***** Given entries
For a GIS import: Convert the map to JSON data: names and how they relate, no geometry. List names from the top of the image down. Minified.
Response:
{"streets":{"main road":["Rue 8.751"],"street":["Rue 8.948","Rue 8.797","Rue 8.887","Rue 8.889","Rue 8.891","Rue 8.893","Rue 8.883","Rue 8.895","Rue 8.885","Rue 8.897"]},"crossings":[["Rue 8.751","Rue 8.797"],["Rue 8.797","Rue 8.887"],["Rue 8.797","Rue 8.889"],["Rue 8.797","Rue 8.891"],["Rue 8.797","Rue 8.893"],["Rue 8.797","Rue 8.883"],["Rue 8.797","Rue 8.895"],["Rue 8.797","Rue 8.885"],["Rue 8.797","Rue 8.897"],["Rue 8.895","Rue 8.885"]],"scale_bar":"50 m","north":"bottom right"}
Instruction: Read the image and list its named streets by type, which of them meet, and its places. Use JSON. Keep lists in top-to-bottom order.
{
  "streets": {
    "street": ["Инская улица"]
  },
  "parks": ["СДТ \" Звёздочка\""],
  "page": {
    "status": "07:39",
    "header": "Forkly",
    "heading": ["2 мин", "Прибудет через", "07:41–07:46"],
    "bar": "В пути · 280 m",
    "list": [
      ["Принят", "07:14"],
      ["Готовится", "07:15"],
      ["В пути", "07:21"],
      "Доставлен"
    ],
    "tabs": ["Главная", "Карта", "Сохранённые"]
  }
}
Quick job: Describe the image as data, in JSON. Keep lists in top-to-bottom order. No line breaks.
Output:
**********
> [Task goal] Transcribe the records in full, so that each line reads exactly as before.

> [Exercise solution]
For a GIS import: Convert the map to JSON data: names and how they relate, no geometry. List names from the top of the image down. Minified.
Response:
{"streets":{"main road":["Rue 8.751"],"street":["Rue 8.948","Rue 8.797","Rue 8.887","Rue 8.889","Rue 8.891","Rue 8.893","Rue 8.883","Rue 8.895","Rue 8.885","Rue 8.897"]},"crossings":[["Rue 8.751","Rue 8.797"],["Rue 8.797","Rue 8.887"],["Rue 8.797","Rue 8.889"],["Rue 8.797","Rue 8.891"],["Rue 8.797","Rue 8.893"],["Rue 8.797","Rue 8.883"],["Rue 8.797","Rue 8.895"],["Rue 8.797","Rue 8.885"],["Rue 8.797","Rue 8.897"],["Rue 8.895","Rue 8.885"]],"scale_bar":"50 m","north":"bottom right"}
Instruction: Read the image and list its named streets by type, which of them meet, and its places. Use JSON. Keep lists in top-to-bottom order.
{
  "streets": {
    "street": ["Инская улица"]
  },
  "parks": ["СДТ \" Звёздочка\""],
  "page": {
    "status": "07:39",
    "header": "Forkly",
    "heading": ["2 мин", "Прибудет через", "07:41–07:46"],
    "bar": "В пути · 280 m",
    "list": [
      ["Принят", "07:14"],
      ["Готовится", "07:15"],
      ["В пути", "07:21"],
      "Доставлен"
    ],
    "tabs": ["Главная", "Карта", "Сохранённые"]
  }
}
Quick job: Describe the image as data, in JSON. Keep lists in top-to-bottom order. No line breaks.
Output:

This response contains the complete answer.